That's My Lot - originally E8 7a, now 7c+/ 8a?
Nige took his weather frustration out on lichen. One route in particular - That's My Lot at Rivelin quarries. A perfect twenty-five foot quarried edge, slabby on the right but leaning out on the left. A few footholds to get started, then nothing, just the square edge and smooth iron-plated smears. No repeats in ten years, since Nik Jennings' visionary scamper immortalized in A film by some climbers. After doing the sequence once on a top-rope Nige set to work improving the landing - a fallen tree across a rocky slope. With the stump tidied and the holes filled, things looked a lot more encouraging.
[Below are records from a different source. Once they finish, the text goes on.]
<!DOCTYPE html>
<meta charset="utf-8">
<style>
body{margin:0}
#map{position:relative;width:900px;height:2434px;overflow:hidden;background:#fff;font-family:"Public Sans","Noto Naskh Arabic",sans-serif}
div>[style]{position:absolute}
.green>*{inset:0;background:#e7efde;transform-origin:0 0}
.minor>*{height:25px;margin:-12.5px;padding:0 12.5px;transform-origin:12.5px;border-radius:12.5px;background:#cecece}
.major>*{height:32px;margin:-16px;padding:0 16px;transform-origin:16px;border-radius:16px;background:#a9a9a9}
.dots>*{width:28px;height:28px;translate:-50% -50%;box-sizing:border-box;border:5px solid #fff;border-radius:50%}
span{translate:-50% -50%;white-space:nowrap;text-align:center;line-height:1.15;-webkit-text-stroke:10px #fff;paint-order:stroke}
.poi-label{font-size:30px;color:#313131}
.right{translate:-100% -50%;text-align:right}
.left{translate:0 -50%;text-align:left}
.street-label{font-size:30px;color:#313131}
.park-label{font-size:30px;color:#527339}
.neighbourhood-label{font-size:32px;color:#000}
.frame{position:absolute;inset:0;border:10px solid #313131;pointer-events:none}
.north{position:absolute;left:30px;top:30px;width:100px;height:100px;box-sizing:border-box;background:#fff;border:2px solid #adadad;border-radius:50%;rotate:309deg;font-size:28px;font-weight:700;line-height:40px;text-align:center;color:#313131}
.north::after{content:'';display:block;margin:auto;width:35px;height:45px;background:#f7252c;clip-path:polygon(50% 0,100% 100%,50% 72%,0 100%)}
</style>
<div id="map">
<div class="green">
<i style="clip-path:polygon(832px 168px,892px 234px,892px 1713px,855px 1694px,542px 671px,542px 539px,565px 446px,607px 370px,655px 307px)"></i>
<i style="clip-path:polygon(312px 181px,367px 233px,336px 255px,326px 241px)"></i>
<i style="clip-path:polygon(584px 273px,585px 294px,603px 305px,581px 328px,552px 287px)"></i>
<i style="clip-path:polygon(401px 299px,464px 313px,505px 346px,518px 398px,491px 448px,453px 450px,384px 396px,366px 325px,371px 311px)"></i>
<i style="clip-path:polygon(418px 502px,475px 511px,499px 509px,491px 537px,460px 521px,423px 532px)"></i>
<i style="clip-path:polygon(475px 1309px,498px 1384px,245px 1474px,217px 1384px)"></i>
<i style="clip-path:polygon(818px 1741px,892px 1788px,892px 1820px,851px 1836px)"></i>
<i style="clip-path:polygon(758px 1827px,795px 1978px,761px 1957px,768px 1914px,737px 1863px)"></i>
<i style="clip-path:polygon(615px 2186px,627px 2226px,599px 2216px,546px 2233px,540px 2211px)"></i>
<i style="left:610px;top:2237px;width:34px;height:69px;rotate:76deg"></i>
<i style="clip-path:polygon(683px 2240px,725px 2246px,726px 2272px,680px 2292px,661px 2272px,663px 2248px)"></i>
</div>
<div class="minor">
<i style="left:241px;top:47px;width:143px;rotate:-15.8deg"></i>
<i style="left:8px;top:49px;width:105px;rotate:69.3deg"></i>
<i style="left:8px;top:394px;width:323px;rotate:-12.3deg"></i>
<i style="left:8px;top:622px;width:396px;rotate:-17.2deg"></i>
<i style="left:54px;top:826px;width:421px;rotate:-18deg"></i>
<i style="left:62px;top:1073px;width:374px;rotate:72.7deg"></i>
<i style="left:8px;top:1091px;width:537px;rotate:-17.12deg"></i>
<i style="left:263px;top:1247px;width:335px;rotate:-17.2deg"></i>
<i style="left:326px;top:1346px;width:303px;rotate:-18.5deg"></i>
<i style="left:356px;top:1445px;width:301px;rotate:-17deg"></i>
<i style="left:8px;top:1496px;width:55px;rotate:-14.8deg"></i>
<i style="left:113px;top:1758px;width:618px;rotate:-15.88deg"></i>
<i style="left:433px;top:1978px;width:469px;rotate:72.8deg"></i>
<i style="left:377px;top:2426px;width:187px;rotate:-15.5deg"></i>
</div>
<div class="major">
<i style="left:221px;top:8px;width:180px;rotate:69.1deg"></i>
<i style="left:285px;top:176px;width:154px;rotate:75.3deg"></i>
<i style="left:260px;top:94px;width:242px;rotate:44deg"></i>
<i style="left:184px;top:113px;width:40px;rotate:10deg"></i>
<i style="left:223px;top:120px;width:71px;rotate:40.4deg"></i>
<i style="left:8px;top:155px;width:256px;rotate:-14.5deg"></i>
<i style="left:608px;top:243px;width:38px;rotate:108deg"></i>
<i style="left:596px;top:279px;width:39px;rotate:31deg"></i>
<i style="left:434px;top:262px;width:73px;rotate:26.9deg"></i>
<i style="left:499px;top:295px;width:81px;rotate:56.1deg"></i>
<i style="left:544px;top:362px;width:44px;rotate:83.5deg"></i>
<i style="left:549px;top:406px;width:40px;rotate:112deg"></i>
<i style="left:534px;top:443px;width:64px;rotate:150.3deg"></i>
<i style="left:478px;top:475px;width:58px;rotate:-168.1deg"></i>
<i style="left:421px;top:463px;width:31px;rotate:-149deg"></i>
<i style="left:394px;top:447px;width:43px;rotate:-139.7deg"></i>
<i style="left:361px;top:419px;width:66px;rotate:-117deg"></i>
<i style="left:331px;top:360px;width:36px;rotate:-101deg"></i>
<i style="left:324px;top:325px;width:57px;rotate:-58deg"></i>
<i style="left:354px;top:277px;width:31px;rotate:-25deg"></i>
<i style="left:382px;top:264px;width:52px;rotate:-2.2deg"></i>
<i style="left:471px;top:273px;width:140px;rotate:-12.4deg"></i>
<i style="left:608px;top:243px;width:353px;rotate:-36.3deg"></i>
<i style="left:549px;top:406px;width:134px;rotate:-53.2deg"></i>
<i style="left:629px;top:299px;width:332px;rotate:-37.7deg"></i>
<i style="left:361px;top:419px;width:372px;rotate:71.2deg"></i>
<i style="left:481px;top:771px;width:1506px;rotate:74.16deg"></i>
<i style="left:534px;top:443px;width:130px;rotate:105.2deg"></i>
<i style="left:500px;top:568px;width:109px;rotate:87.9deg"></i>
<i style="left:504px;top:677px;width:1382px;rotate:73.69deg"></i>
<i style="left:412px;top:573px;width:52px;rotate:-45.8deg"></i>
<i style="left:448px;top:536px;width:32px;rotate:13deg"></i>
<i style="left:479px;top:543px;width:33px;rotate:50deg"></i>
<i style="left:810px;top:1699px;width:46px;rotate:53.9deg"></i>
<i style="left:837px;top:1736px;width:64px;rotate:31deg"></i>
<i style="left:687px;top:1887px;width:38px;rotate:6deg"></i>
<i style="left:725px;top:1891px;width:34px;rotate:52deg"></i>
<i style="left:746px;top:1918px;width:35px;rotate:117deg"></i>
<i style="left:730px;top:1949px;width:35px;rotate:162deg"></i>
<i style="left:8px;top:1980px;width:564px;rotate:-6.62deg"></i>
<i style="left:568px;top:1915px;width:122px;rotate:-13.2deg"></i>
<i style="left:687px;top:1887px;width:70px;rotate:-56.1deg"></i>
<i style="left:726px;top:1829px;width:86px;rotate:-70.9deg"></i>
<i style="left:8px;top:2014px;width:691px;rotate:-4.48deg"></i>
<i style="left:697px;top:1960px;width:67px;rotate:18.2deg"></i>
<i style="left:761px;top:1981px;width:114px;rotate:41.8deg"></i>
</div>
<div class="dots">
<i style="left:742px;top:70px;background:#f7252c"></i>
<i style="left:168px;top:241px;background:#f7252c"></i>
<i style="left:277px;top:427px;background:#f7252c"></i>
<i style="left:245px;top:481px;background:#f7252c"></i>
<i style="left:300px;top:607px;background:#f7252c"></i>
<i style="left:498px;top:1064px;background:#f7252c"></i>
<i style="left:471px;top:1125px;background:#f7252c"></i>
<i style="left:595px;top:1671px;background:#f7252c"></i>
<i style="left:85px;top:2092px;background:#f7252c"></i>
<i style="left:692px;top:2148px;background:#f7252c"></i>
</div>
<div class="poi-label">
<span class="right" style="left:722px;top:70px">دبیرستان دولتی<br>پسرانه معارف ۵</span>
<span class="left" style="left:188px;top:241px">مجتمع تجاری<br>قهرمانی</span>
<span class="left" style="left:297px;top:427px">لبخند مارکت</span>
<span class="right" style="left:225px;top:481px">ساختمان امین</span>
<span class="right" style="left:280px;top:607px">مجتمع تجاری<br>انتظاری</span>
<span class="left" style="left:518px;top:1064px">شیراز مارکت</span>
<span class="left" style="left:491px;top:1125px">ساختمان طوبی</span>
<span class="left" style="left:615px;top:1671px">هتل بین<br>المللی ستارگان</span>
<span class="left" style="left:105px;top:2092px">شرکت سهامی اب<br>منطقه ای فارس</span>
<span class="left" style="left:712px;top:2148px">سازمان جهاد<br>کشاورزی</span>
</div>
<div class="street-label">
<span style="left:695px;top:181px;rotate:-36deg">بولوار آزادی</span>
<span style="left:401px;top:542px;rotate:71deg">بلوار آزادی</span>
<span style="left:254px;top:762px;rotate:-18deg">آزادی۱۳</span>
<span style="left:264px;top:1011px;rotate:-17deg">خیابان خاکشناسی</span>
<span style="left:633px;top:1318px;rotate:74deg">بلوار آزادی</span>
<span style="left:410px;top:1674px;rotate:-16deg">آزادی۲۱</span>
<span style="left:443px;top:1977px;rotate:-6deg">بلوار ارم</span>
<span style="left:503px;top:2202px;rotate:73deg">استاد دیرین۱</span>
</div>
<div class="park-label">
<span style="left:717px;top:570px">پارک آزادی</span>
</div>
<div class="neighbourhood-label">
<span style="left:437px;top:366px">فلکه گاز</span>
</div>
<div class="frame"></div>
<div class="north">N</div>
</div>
another good go from Ryan - even hitting the hold wasn't enough
And so yesterday, at last, the rain stopped, and the team assembled. Crisp sunlight filtered through the woods, a fresh breeze dried the air, and life was good again. I'm not sure I've ever been at the crag with such a strong team - Varian, Feehally, Pasquill, McHaffie just to name the big guns. A pretty good selection of folk currently pushing the Peak highball scene, and a good vibe. After a brief warm-up on the deceptive Sex Drive, it was on to the main event. The start was fine, getting established okay, then it was shut down time. Teeter, creep, lean, off. To cut a long story short, after three hours no one had done it and it was going dark. Testament to the quality though, was that nobody gave up. Only Nige and Ryan were making serious inroads, both tickling the jug. For a second it was over - Ry stuck the jug only to swing straight into a solid bridge across the corner, feet on a huge ledge. Cheers turned straight to laughter and hoots of derision. A perfect illustration of how arbitrary these problems can be, but it wasn't diminished, and the challenge remained. Next go there were no mistakes - Ry sucked in, extended like a leech, and snagged the break static.
Could Nige come any closer? Maybe if he wasn't wondering if he'd left the cooker on...
Even with our foam pit, nobody entertained Nik's original running scamper method. Chapeau!